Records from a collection

- Opening Delimiter -

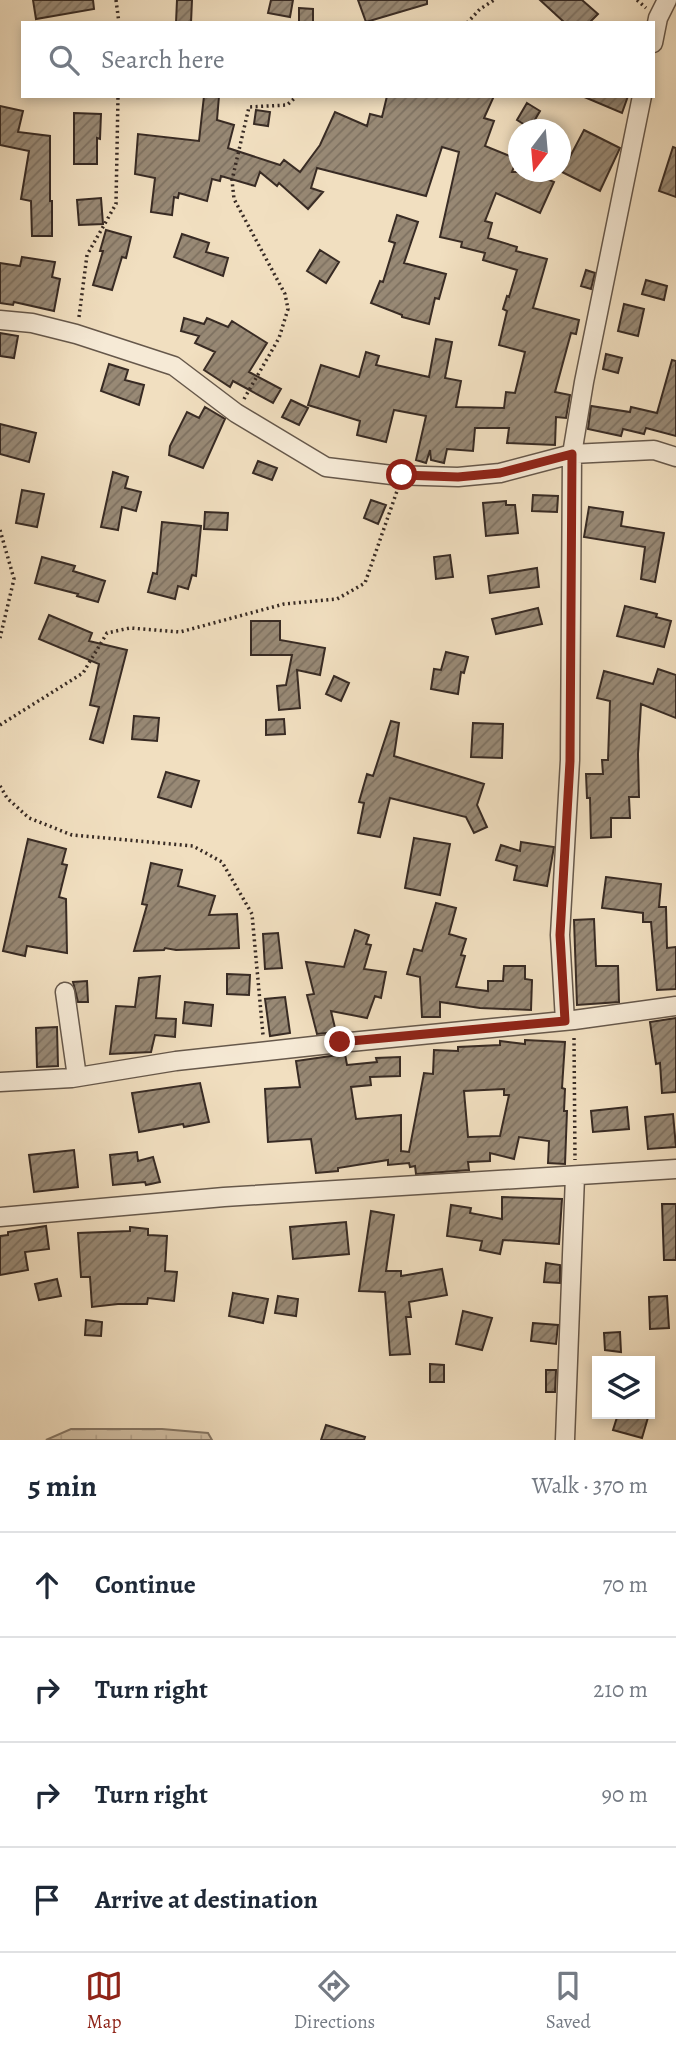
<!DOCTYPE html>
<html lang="en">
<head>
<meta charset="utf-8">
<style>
	body { margin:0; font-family:Alegreya,serif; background:#f6f6f7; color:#1f2937 }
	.controls { position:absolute; right:21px; bottom:21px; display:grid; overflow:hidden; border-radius:0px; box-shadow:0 4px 10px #0003 }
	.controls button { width:63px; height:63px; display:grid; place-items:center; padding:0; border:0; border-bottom:2px solid #e0e1e3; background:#fff; color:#1f2937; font:35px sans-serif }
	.compass { position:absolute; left:508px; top:119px; width:63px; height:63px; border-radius:50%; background:#fff; box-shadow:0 4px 10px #0003; rotate:196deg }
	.stop { position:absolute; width:21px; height:21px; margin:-16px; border:5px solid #8f2418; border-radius:50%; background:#fff }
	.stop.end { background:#8f2418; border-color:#fff; box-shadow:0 2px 7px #0008 }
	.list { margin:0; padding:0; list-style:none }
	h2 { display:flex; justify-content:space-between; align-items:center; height:91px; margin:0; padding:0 28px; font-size:30px }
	h2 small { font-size:23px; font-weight:400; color:#747a83 }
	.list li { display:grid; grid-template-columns:46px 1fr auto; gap:21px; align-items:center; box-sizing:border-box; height:105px; padding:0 28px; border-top:2px solid #e0e1e3 }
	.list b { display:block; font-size:26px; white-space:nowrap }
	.list em { font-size:23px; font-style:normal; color:#747a83 }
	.icon { flex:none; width:38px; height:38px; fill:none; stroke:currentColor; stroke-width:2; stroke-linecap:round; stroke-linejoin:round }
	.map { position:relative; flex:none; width:676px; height:1440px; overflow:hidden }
	.search { position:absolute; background:#fff; box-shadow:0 4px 10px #0003; left:21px; right:21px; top:21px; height:77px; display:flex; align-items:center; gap:18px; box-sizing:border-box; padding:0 24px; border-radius:0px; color:#747a83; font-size:26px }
	.sheet { height:511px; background:#fff }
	nav { display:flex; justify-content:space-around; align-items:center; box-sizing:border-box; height:98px; border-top:2px solid #e0e1e3; background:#fff; font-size:19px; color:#747a83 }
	nav a { display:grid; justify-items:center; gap:4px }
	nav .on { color:#8f2418 }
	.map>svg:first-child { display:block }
	.wetland { fill:url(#wetland-marsh); stroke:#857664; stroke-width:2 }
	.building { fill:url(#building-hatch); stroke:#382b24; stroke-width:2; fill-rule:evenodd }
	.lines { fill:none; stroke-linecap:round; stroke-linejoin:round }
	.minor-casing { stroke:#66584b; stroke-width:21 }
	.path { stroke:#382b24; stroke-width:3.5; stroke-dasharray:2 3.5; stroke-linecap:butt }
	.minor { stroke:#f6ead6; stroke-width:18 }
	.route { stroke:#8f2418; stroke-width:9 }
</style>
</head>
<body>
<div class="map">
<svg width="676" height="1440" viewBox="0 0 676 1440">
	<defs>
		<pattern id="wetland-marsh" width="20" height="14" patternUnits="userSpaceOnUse" patternTransform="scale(1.75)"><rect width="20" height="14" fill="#d2c0a5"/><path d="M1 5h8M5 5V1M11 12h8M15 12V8" fill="none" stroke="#b5a58e"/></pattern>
		<pattern id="building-hatch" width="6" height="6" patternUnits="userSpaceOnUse" patternTransform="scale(1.75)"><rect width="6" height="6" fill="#988975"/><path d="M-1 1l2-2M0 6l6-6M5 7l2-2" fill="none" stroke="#7d7060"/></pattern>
	</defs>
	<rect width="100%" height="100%" fill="#f1dfc0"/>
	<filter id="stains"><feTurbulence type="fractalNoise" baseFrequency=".00286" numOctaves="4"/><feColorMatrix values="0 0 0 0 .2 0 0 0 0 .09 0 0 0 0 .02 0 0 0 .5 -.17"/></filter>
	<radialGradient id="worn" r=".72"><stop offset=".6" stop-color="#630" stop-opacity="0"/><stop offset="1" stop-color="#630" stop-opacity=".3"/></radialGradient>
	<path class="wetland" d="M 71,1429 L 162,1429 L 208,1433 L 212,1440 L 46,1440 Z"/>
	<path class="building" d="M 33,0 L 93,0 L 94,9 L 36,19 Z
		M 177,0 L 192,0 L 191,23 L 176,23 Z
		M 271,0 L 293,0 L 290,17 L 268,13 Z
		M 358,0 L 427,0 L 427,4 L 366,22 Z
		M 540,0 L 582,0 L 598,14 L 589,23 L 565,23 Z
		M 299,8 L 313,9 L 313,23 L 299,23 Z
		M 204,96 L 219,96 L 217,120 L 234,125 L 228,148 L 280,165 L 284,160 L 300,172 L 320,145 L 335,112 L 367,126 L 370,114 L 382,117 L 387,96 L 494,96 L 484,118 L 494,121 L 485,146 L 517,159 L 512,172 L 531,172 L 554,182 L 540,213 L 496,193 L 485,221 L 492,223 L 488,238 L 517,247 L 516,251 L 547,259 L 533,308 L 579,320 L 576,334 L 571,333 L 555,392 L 570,395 L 566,418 L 556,417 L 555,445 L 507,443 L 509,428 L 475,428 L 473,451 L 447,449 L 444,463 L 431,460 L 430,450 L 426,463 L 416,460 L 426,416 L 394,410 L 386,442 L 357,435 L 360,421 L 308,405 L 321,365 L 359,377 L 366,352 L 379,356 L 376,365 L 429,377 L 436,339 L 452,342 L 445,378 L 461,381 L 456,407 L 504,408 L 506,392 L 515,393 L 525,352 L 499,345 L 507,311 L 503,309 L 507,296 L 509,297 L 517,270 L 483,260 L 485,253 L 461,247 L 462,242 L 440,237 L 459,152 L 442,147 L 426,196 L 317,168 L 311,188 L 323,192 L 308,209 L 279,183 L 277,186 L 260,172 L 255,186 L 221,176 L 220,181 L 212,179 L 207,201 L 179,193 L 178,198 L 174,197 L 172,215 L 151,212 L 155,178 L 135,174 L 138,134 L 199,141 Z
		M 582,96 L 628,96 L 622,113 Z
		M 527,103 L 540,111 L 530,128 L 517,120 Z
		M 0,106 L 23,111 L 18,132 L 50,136 L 50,201 L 52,201 L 52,236 L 32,236 L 31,201 L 21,199 L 29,151 L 0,145 Z
		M 256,110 L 270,112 L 268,126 L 254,124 Z
		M 74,113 L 101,114 L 100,139 L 97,138 L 97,164 L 74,164 Z
		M 584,130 L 620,148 L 600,191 L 562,172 Z
		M 673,147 L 676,148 L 676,197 L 659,191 Z
		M 101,198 L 103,224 L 79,225 L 77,200 Z
		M 397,215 L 418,222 L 404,263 L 446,274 L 439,299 L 435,298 L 429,324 L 402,317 L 402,315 L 371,303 L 380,281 L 383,282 L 395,243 L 389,241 Z
		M 106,230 L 131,237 L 126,258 L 122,257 L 112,290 L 93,285 L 103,251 L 100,251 Z
		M 182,234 L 209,243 L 206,252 L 228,258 L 223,276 L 174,257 Z
		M 320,250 L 339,262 L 326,283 L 307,271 Z
		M 22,257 L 55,262 L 52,277 L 60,279 L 54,311 L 14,302 L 13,305 L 0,303 L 0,263 L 20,266 Z
		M 586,270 L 595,273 L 591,289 L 581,286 Z
		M 646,280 L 667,286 L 664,300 L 642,294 Z
		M 624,304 L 644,309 L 638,336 L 618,331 Z
		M 184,318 L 204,324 L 207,318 L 228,327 L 232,321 L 267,343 L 249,372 L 281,389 L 273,403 L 233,381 L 230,387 L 204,370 L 215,352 L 195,343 L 199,336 L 181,331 Z
		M 0,333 L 18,336 L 14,358 L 0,356 Z
		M 606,354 L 622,358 L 618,373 L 603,369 Z
		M 672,360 L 676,361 L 676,436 L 646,428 L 644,434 L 623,429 L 621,436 L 588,429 L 591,406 L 630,412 L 631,407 L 657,413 Z
		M 109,364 L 128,370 L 125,380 L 144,385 L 139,405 L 101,391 Z
		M 291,400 L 308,408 L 299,425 L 282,417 Z
		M 205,407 L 225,419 L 203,468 L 169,455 L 170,446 L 187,412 L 199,418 Z
		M 0,424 L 36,433 L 29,462 L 0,454 Z
		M 258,461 L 277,468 L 272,480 L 253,473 Z
		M 113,472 L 128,477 L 125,488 L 141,492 L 136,511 L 122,507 L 118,530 L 101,527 Z
		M 22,490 L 44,494 L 37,527 L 16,523 Z
		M 533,495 L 558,496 L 557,512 L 532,511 Z
		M 371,500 L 386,505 L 378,524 L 364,518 Z
		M 506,501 L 506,505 L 515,505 L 518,533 L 486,536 L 483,503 Z
		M 589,507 L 623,512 L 621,526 L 664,533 L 655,582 L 641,579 L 645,547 L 584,537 Z
		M 205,512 L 228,513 L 227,530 L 204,529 Z
		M 162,522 L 201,526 L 196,576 L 192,575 L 188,589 L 178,586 L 175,599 L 148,592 L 153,573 L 157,574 Z
		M 450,555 L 453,577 L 436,579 L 434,557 Z
		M 42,557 L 75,566 L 73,571 L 105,581 L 98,602 L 77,596 L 78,594 L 35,583 Z
		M 537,568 L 539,587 L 490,593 L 488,576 Z
		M 625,606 L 657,614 L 656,617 L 671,621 L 664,647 L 617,636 Z
		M 538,608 L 542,624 L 496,634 L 492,619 Z
		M 49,615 L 92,633 L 89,641 L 127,650 L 103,743 L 90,739 L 99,707 L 90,705 L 99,664 L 39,639 Z
		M 251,621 L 280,621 L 280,640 L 325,648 L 320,675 L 297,670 L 300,708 L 279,710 L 277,686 L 286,685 L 292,655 L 251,655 Z
		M 446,652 L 468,657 L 464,673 L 461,672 L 458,694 L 431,689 L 434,669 L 441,670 Z
		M 658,669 L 676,675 L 676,718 L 641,704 L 638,754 L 639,797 L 629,797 L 630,818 L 611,818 L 611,837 L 591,838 L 590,798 L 587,798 L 586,774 L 603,774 L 602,760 L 608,760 L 610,701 L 597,698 L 604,671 L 653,684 Z
		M 334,676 L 349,683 L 341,701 L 326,694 Z
		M 134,716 L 159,718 L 157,741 L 132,739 Z
		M 284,719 L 285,734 L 266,735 L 266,720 Z
		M 391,721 L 399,723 L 394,756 L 484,784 L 477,805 L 487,827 L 474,833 L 466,817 L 390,798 L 380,837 L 358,833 L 364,803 L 359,802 L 367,774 L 373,776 Z
		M 473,723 L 503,724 L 502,758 L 471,757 Z
		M 166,772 L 199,781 L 191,807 L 158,797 Z
		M 414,838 L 450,844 L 440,895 L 405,888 Z
		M 28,839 L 66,849 L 62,864 L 67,865 L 59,897 L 66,899 L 67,953 L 27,946 L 25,956 L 3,951 Z
		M 521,842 L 554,847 L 547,886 L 514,880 L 517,866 L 496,860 L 501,845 L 520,851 Z
		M 151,863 L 182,870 L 178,886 L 215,896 L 209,915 L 237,914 L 239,948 L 176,950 L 165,948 L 164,950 L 134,951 L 147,905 L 142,904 Z
		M 606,877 L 661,884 L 659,907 L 666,907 L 667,948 L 676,947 L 676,989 L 657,990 L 651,922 L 643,922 L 643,913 L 602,908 Z
		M 436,903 L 456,908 L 449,934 L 466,939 L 461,955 L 465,956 L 456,987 L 488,991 L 488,981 L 503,981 L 504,966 L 525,966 L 525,979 L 532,980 L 531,1010 L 480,1008 L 440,1002 L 440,1017 L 422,1017 L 420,977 L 407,974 L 414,949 L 422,951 Z
		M 594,919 L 596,966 L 618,966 L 619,1002 L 577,1005 L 574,920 Z
		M 355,930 L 369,935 L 366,944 L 371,945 L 364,969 L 386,972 L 381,998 L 375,996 L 367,1018 L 331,1011 L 336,1032 L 317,1034 L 307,995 L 314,994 L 306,962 L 344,967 Z
		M 278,933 L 282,968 L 265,969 L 263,934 Z
		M 227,974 L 250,975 L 249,995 L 227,994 Z
		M 160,976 L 156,1018 L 176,1019 L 175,1037 L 155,1035 L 151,1052 L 110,1054 L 116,1006 L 135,1007 L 139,978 Z
		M 87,981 L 88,1002 L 78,1002 L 73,982 Z
		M 285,997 L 290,1033 L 270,1036 L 265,999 Z
		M 185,1002 L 213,1005 L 211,1026 L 183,1023 Z
		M 676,1018 L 676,1092 L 662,1093 L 660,1063 L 656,1064 L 650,1022 Z
		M 57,1027 L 58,1066 L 37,1067 L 36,1028 Z
		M 525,1040 L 565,1042 L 562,1088 L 565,1089 L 564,1111 L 567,1111 L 565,1164 L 548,1163 L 549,1141 L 519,1137 L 514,1159 L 490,1153 L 490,1161 L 468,1162 L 469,1170 L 416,1174 L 415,1166 L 410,1167 L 409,1163 L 388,1165 L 388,1160 L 338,1168 L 338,1171 L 316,1173 L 311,1139 L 268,1142 L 265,1089 L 300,1087 L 296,1061 L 345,1054 L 347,1065 L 377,1062 L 376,1058 L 400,1057 L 400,1076 L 370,1077 L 371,1085 L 351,1087 L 356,1119 L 401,1115 L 401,1151 L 409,1152 L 424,1073 L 433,1074 L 434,1050 L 458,1051 L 458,1047 L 500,1045 L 500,1041 L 525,1044 ZM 504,1089 L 504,1095 L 509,1095 L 500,1136 L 468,1137 L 464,1091 Z
		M 200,1083 L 209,1122 L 184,1127 L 183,1124 L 139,1132 L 132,1093 Z
		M 627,1107 L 629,1129 L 593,1132 L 591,1111 Z
		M 673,1114 L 676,1147 L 648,1149 L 645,1117 Z
		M 74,1150 L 78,1187 L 34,1192 L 29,1155 Z
		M 137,1152 L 138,1161 L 153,1157 L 160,1182 L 146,1185 L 145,1182 L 113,1185 L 110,1155 Z
		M 502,1197 L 562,1199 L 559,1244 L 503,1240 L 500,1254 L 480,1250 L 482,1241 L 447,1236 L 451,1205 L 471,1208 L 470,1213 L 502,1219 Z
		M 662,1204 L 676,1204 L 676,1260 L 664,1260 Z
		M 371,1211 L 394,1215 L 386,1271 L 401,1271 L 401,1276 L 442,1269 L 447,1295 L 409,1302 L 411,1317 L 406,1317 L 410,1354 L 390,1355 L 385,1292 L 359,1291 Z
		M 346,1222 L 349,1254 L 293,1259 L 290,1227 Z
		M 46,1226 L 49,1249 L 25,1252 L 28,1270 L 0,1275 L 0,1236 L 8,1235 L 8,1232 Z
		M 130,1227 L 148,1229 L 148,1235 L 167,1236 L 165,1271 L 177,1272 L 174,1301 L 148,1298 L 147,1304 L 118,1304 L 92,1307 L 90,1277 L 81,1277 L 78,1233 L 130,1231 Z
		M 546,1263 L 560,1265 L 560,1283 L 544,1282 Z
		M 57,1279 L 61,1296 L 39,1300 L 35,1284 Z
		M 233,1293 L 268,1299 L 263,1323 L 229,1316 Z
		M 278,1296 L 298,1299 L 296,1316 L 275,1313 Z
		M 667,1296 L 669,1328 L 650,1329 L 649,1297 Z
		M 463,1311 L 492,1318 L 482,1350 L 456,1344 Z
		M 86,1320 L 102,1322 L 101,1336 L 85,1335 Z
		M 533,1323 L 558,1325 L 556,1344 L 531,1341 Z
		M 620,1332 L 621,1352 L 605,1350 L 604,1333 Z
		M 430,1364 L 444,1365 L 444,1382 L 430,1382 Z
		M 546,1370 L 556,1370 L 555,1392 L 546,1392 Z
		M 618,1414 L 649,1414 L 642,1438 L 613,1430 Z
		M 326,1425 L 365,1437 L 364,1440 L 321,1440 Z"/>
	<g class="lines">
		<defs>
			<path id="minor" d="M 653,43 L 658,18 L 667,0
				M 0,320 L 32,323 L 76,334 L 174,366 L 236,413 L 326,467 L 392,475 L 458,477 L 500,473 L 572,454 L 654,450 L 676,457
				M 65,992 L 77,1077
				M 565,1021 L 560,935 L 570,760 L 572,454 L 584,382 L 642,96
				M 0,1082 L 72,1078 L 176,1061 L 340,1043 L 574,1020 L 676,1006
				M 0,1217 L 224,1197 L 676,1169
				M 565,1440 L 575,1176"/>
		</defs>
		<use href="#minor" class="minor-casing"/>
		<path class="path" d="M 116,0 L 119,23
			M 637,0 L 646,8
			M 467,23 L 480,9 L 494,0
			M 79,317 L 87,255 L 116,204 L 118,96
			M 244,399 L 279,338 L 288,309 L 285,294 L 234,199 L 232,180 L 249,107 L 287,105 L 297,96
			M 0,530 L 14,579 L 0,638
			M 0,725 L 83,673 L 107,633 L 130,628 L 180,632 L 284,604 L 337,599 L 365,583 L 397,491
			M 0,786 L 7,798 L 29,818 L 72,835 L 193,846 L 222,862 L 252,914 L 263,1035
			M 574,1038 L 575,1160"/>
		<use href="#minor" class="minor"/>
	</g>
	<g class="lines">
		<path class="route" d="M 340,1042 L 565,1021 L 560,935 L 570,761 L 572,454 L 500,473 L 458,477 L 402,475"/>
	</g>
	<rect width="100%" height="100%" filter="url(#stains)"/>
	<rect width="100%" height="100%" fill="url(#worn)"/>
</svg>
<div class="controls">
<button><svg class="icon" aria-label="layers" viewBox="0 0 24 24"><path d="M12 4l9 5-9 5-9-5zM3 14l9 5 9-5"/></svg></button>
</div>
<svg class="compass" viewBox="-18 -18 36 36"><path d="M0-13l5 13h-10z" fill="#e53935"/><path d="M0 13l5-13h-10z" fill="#747a83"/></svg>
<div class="stop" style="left:402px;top:475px"></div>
<div class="stop end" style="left:340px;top:1042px"></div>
<div class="search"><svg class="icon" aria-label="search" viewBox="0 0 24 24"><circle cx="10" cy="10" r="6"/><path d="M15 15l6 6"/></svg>Search here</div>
</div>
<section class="sheet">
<h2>5 min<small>Walk · 370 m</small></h2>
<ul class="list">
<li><svg class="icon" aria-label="ahead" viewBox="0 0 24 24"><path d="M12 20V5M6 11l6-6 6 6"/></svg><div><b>Continue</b></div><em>70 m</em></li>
<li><svg class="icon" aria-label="right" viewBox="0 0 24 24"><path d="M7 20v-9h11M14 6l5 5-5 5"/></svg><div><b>Turn right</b></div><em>210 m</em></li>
<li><svg class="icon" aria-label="right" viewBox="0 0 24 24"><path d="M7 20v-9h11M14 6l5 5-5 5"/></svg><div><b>Turn right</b></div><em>90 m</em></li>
<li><svg class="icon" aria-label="arrive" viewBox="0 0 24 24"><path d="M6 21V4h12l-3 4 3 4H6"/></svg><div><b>Arrive at destination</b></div></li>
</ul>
</section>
<nav>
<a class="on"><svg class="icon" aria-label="map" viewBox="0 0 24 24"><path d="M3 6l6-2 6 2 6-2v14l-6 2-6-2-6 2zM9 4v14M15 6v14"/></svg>Map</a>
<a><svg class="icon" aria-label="directions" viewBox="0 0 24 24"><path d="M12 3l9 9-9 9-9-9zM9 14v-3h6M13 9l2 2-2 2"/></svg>Directions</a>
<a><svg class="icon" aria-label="saved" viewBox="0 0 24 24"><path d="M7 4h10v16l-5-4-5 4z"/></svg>Saved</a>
</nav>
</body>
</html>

- Closing Delimiter -

→ What is required
Repeat the records above exactly, from the first line through the line that contains "position:absolute; left:508px; top:119px;", and leave out the pictures.

→ Response to this task
<!DOCTYPE html>
<html lang="en">
<head>
<meta charset="utf-8">
<style>
	body { margin:0; font-family:Alegreya,serif; background:#f6f6f7; color:#1f2937 }
	.controls { position:absolute; right:21px; bottom:21px; display:grid; overflow:hidden; border-radius:0px; box-shadow:0 4px 10px #0003 }
	.controls button { width:63px; height:63px; display:grid; place-items:center; padding:0; border:0; border-bottom:2px solid #e0e1e3; background:#fff; color:#1f2937; font:35px sans-serif }
	.compass { position:absolute; left:508px; top:119px; width:63px; height:63px; border-radius:50%; background:#fff; box-shadow:0 4px 10px #0003; rotate:196deg }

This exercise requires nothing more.